Mrs Badenoch has described her childhood in Lagos, Nigeria’s largest city, as “middle-class” when compared to her “very poor” surroundings. Her father Femi worked in the city as a GP while her mother Feyi was a professor of physiology at the University of Lagos.

“Being middle class in Nigeria still meant having no running water or electricity, sometimes taking your own chair to school,” she has said.

In her maiden speech as an MP she described “living without electricity and doing my homework by candlelight, because the state electricity board could not provide power, and fetching water in heavy, rusty buckets from a borehole a mile away, because the nationalised water company could not get water out of the taps.”

Mrs Badenoch has recalled doing manual labour as part of her high school education. “Mostly it meant getting up at 5am and cutting grass endlessly. Everyone had their own machete. Because that’s how you cut grass in Africa. There were no lawn mowers. We had to tend our own patches. I still feel as if I have got the blisters.”

She has said the blight of corruption in the Nigeria of her childhood helped form her political opinions. Mrs Badenoch also remembers being inspired by Margaret Thatcher as a girl, when she was often prohibited from participating in certain school activities because of her sex.

After taking A-levels in maths, biology and chemistry, she embarked on a computer systems engineering course at Sussex University.

She joined the Conservative Party in 2005, partly because of her irritation with the “stupid Lefty white kids” she encountered at university.

Mrs Badenoch met her husband, investment banker Hamish Badenoch, in her local south London Conservative association in 2009.

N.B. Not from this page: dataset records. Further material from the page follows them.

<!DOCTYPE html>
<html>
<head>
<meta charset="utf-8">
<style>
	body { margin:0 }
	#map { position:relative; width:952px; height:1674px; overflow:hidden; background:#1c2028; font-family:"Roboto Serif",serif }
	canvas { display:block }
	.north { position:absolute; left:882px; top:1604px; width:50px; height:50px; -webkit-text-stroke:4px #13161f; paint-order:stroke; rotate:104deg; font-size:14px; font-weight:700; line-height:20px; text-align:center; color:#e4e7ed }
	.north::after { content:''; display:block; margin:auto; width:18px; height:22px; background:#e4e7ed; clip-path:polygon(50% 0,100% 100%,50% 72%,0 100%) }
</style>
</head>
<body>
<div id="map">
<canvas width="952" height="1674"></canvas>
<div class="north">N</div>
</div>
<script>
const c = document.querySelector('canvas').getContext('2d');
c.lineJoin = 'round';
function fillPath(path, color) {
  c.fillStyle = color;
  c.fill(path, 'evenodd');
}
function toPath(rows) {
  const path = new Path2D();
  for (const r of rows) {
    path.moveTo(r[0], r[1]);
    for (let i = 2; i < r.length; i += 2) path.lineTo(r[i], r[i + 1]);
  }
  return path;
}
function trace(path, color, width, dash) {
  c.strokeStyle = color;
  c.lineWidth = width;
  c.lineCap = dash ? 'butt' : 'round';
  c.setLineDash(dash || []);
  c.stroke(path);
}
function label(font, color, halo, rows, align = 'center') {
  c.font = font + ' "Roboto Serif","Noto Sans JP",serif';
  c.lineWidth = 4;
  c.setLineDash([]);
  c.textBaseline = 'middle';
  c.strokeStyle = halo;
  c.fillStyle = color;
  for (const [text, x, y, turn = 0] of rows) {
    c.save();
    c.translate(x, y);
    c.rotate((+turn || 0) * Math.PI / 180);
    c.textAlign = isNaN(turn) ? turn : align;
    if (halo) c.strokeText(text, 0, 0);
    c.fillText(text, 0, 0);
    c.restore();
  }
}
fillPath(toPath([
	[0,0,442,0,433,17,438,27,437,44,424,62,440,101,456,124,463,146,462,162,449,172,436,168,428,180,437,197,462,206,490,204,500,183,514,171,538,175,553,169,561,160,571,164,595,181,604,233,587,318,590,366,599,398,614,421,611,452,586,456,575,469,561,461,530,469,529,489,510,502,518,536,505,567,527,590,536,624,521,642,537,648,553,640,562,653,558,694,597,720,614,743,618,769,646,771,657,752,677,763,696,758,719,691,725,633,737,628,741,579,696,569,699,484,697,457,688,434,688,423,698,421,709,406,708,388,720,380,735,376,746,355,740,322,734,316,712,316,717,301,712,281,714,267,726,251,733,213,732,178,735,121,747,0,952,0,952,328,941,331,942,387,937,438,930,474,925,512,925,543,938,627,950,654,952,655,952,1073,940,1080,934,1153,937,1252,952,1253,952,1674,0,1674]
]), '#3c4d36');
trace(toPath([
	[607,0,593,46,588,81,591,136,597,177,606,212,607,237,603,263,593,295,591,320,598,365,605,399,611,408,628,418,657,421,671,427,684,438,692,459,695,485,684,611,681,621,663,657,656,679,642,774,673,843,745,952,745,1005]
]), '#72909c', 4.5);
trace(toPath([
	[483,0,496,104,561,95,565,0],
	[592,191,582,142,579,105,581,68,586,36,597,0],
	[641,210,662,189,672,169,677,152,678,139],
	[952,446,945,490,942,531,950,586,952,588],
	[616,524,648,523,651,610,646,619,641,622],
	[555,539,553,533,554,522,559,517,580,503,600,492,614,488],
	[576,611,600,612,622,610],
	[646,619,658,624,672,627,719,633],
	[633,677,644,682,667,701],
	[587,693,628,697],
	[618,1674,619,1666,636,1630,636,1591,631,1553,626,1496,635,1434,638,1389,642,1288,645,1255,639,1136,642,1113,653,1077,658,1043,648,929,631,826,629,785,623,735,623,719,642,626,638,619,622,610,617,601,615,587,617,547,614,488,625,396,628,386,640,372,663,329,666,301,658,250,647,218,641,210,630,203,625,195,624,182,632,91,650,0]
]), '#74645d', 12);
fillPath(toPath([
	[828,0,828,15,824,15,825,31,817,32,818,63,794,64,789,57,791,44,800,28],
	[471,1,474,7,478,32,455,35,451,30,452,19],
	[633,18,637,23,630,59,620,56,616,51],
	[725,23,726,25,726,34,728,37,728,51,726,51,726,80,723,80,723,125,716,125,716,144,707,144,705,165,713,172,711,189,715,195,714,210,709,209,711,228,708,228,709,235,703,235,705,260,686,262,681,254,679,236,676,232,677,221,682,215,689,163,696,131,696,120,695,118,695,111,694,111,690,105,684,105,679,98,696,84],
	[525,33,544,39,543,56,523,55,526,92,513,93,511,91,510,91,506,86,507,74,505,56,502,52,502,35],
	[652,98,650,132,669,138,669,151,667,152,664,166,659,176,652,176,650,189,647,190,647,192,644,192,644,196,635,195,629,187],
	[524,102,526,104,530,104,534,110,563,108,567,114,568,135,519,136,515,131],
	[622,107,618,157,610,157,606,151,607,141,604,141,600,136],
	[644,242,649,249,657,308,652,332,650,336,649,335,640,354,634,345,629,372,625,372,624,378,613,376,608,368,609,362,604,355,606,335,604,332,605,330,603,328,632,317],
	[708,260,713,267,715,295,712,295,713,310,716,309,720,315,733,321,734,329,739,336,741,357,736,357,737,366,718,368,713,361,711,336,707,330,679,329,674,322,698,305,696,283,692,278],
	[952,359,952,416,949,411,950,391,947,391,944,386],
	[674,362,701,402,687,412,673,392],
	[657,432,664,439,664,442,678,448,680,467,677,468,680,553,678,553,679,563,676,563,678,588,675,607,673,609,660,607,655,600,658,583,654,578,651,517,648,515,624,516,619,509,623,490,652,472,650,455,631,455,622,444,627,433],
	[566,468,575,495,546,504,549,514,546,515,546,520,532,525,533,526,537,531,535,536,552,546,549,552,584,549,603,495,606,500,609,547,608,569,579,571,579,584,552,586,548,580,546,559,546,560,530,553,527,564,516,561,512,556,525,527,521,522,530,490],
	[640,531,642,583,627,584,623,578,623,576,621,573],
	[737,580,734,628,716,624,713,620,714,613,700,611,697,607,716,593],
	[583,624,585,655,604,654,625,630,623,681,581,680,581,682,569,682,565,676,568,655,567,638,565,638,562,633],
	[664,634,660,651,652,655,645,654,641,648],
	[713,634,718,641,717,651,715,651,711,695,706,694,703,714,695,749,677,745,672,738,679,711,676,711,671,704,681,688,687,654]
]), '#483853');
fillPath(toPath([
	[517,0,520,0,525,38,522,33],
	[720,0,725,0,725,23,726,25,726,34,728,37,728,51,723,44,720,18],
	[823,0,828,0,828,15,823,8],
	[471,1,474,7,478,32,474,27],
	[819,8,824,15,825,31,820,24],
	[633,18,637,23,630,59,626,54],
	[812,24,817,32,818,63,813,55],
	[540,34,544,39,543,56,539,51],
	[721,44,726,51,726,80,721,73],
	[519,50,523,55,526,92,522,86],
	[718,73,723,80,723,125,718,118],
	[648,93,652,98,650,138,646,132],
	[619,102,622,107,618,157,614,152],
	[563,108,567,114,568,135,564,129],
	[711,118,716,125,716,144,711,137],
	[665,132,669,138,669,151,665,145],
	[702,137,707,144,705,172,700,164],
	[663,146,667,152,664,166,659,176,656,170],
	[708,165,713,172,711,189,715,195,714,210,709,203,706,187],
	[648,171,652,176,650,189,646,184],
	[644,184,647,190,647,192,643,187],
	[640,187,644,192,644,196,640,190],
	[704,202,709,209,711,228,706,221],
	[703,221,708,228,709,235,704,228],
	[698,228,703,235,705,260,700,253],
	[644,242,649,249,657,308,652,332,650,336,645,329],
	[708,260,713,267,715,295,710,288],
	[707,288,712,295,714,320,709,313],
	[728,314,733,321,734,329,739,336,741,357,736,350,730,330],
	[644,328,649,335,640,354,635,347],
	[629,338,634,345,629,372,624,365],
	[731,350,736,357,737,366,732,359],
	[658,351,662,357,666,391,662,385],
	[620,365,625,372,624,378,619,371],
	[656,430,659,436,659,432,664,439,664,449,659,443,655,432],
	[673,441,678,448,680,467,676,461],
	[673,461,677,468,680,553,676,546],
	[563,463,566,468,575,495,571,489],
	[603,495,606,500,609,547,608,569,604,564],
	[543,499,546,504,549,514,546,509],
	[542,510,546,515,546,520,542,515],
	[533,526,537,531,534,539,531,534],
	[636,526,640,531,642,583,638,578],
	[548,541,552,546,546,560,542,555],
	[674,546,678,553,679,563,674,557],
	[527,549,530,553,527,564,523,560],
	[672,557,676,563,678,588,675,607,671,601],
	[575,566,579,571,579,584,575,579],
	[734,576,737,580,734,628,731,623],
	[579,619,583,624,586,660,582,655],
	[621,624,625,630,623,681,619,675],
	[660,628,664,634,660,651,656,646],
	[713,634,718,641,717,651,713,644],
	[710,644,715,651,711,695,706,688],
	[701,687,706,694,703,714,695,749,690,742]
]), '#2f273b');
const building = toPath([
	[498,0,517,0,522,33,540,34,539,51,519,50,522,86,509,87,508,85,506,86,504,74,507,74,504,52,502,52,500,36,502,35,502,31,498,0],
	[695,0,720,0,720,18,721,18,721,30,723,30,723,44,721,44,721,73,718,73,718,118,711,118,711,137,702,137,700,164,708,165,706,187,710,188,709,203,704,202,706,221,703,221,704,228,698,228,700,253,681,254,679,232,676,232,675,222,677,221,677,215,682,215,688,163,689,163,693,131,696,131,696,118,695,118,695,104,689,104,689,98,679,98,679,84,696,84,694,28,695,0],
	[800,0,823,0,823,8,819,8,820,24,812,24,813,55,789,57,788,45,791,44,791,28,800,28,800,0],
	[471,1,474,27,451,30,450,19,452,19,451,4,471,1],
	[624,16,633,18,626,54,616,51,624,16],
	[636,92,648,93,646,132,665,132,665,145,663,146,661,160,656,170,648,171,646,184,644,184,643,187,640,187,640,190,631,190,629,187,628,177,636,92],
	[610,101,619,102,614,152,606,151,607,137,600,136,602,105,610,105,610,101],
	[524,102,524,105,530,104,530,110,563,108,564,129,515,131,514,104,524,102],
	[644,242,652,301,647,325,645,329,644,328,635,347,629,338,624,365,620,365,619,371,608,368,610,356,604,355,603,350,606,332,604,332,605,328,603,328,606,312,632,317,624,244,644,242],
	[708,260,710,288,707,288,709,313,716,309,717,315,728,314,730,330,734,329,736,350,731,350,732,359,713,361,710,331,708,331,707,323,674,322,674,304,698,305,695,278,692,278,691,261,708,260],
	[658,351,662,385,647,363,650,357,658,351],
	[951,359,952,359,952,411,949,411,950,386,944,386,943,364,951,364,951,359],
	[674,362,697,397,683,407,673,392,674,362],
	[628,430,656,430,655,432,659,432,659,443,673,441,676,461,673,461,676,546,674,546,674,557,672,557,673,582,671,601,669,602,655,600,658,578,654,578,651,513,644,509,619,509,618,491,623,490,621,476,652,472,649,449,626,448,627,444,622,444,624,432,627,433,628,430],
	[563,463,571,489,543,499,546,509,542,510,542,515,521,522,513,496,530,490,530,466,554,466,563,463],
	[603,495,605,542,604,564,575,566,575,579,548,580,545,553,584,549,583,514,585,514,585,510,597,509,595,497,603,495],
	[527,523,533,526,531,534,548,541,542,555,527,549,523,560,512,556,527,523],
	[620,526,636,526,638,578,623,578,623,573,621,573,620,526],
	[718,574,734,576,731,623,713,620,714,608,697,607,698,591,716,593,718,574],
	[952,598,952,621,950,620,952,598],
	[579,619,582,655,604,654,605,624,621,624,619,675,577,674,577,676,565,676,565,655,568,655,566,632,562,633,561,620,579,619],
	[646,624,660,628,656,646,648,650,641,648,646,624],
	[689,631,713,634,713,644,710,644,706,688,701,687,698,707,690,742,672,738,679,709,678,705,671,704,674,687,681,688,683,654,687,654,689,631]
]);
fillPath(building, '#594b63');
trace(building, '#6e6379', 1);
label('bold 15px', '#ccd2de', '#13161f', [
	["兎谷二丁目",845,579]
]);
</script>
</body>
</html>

He was a member of the association which selected her as a parliamentary candidate in the 2010 general election. She came third in the Dulwich and West Norwood seat, losing out to Labour grandee Tessa Jowell.

The pair struck up a friendship after realising they had been born in the same Wimbledon hospital and soon became a couple. They married in 2012 at a Catholic church in Mayfair, before travelling to Lagos for a traditional Nigerian wedding ceremony. They have two daughters and a son.

Mr Badenoch was elected as a Conservative councillor in 2014 and served until 2018. Reportedly, the couple had an understanding that whichever one of them achieved national office first would take the lead with their political career, while the other would carry on in their non-political job.

She worked at Coutts Bank and The Spectator before being elected as a Conservative member of the London Assembly in 2015 and later Tory MP for Saffron Walden in 2017. Mr Badenoch continues to work in banking.